Questo semplice atto stimola la creatività e ci permette di recuperare vecchi vestiti e rinnovarli. Il termine inglese “upcycling” è molto usato e fa riferimento a questo riutilizzo creativo di oggetti (in questo caso abiti) già esistenti ed utilizzati.

Proviamo a reinventare il nostro guardaroba, creando uno stile personale lontano dalle mode del momento. Pront* con ago, filo e forbici?

 

 

Trieste Senza Sprechi si impegna ad affrontare la fast fashion e, in collaborazione con il Progetto Area Giovani – PAG, sono stati svolti dei mercatini dello scambio anche chiamati eventi swap! 

Con i partecipanti degli swap si leggono le etichette di composizione del tessuto per capire quali sono le fibre maggiormente utilizzate al giorno d’oggi (fibre sintetiche) e dov’è localizzata la maggior parte della produzione (asia-oriente).

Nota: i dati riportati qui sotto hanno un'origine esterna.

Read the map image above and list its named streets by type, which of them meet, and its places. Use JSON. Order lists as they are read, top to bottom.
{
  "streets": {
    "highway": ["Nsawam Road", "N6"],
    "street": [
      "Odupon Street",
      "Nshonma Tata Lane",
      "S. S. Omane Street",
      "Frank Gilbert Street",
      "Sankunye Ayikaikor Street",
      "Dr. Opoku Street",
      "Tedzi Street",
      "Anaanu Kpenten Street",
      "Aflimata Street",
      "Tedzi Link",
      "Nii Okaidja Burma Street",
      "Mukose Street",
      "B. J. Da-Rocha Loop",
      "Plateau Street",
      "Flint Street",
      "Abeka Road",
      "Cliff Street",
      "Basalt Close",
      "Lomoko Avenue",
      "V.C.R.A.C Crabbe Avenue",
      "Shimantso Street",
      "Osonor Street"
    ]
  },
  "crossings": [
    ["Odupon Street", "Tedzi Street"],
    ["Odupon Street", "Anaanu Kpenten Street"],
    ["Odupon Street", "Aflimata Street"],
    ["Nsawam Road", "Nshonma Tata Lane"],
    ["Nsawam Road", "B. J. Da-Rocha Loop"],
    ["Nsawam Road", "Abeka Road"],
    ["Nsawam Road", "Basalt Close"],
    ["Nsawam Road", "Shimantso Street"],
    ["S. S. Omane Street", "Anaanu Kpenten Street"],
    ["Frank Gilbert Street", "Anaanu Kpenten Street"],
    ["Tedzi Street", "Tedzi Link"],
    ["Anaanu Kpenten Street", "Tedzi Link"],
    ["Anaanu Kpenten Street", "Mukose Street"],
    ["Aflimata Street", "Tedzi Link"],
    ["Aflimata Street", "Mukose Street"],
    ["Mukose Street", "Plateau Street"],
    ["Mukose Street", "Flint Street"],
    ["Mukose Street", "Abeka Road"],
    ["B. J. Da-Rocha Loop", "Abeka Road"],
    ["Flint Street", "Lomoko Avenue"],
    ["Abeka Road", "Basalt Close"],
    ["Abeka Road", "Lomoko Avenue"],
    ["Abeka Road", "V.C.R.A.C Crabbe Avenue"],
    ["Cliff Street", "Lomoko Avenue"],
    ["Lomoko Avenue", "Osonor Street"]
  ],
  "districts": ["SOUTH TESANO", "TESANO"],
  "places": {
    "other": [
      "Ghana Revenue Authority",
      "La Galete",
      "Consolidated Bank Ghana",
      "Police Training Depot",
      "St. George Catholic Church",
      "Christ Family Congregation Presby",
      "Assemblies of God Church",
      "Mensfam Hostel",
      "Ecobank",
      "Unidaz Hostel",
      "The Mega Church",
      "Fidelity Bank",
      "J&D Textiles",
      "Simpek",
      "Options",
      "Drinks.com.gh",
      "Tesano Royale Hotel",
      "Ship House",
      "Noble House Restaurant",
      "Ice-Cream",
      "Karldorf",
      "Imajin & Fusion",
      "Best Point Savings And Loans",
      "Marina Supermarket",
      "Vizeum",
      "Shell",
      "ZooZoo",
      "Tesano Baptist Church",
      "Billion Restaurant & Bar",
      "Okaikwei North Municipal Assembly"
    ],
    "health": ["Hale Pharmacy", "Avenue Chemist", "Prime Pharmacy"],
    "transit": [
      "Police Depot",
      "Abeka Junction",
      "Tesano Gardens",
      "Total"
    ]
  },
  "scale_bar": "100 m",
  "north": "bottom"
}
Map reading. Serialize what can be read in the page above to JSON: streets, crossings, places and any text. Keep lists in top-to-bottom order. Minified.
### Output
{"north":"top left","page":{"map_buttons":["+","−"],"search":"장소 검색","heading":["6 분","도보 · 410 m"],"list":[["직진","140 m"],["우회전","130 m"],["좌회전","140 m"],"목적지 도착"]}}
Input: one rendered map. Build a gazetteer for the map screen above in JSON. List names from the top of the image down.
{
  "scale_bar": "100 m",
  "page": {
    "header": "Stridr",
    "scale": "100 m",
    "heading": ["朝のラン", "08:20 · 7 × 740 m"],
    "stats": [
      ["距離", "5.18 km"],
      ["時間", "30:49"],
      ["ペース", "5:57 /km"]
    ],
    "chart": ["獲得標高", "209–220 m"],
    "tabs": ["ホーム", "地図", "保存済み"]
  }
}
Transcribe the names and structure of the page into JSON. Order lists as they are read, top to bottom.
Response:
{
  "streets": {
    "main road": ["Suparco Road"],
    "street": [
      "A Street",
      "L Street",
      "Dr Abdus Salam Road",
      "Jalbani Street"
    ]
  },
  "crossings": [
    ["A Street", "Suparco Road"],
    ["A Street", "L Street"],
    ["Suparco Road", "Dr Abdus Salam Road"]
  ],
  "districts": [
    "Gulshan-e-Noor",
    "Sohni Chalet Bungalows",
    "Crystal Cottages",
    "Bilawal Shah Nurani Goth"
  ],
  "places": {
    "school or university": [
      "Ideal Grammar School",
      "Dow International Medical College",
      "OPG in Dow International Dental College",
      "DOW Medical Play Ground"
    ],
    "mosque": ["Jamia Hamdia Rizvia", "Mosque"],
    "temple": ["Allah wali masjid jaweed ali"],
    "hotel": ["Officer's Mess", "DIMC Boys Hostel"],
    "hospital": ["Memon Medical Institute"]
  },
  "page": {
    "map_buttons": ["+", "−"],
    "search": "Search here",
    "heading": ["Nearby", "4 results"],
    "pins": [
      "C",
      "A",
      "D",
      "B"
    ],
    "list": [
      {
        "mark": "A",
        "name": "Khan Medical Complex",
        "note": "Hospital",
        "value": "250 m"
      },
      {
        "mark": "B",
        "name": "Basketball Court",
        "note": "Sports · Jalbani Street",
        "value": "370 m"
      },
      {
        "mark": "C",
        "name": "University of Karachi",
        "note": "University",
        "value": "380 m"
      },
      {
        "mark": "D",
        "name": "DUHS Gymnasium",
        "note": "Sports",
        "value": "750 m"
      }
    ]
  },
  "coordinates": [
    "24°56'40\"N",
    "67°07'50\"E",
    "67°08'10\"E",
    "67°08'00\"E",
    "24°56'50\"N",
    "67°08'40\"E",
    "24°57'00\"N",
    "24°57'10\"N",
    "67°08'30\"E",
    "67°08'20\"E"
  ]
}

In base alla tipologia di capo e al valore del materiale vengono assegnati dei gettoni ai partecipanti e con questi si inizia lo scambio!

 

FAST FASHION: COS’È, PERCHÉ È IMPORTANTE EVITARLA E COME COMBATTERLA

La fast fashion è una tipologia di produzione di moda nel quale le tempistiche hanno ritmi velocissimi. Piccole collezioni di nuovi capi, a prezzo contenuto, vengono prodotte ogni settimana in modo tale da mantenere sempre alta l’attenzione del consumatore nei confronti della marca.

In tempi velocissimi vengono progettate e confezionate queste collezioni senza porre un’appropriata attenzione alle conseguenze che possono esserci a livello ambientale e di diritti umani. Le case di moda ripongono questi importanti valori in secondo piano, mentre gli attivisti ambientali e quelli che promuovono la moda consapevole promuovono ogni anno iniziative per promuovere un guardaroba a basso impatto ambientale e di risorse umane; un esempio è la Fashion Revolution Week promossa da Fashion Revolution ogni anno nella settimana del 24 aprile.

Perché proprio il 24 aprile?

In questa giornata nel 2013 il Rana Plaza, un edificio commerciale di 8 piani in Bangladesh, ha avuto un cedimento strutturale causando 1129 vittime. Questo tragico evento ha portato alla luce le scarse condizioni di lavoro nelle fabbriche tessili di molti paesi.

Le conseguenze della moda veloce (o fast fashion) sono dunque molte: condizioni dei lavoratori (campagna #whomademyclothes, consumo spropositato di acqua, uso di pesticidi per le colture di materiali naturali e uso di sostanze chimiche per la produzione di materiali sintetici, emissioni di carbonio prodotte dalla produzione e dal trasporto… tutto questo per un utilizzo medio di un anno per capo!

 

Se volete scoprire l’impronta di carbonio del vostro guardaroba, potete calcolarla qui (al momento il sito è solo in inglese).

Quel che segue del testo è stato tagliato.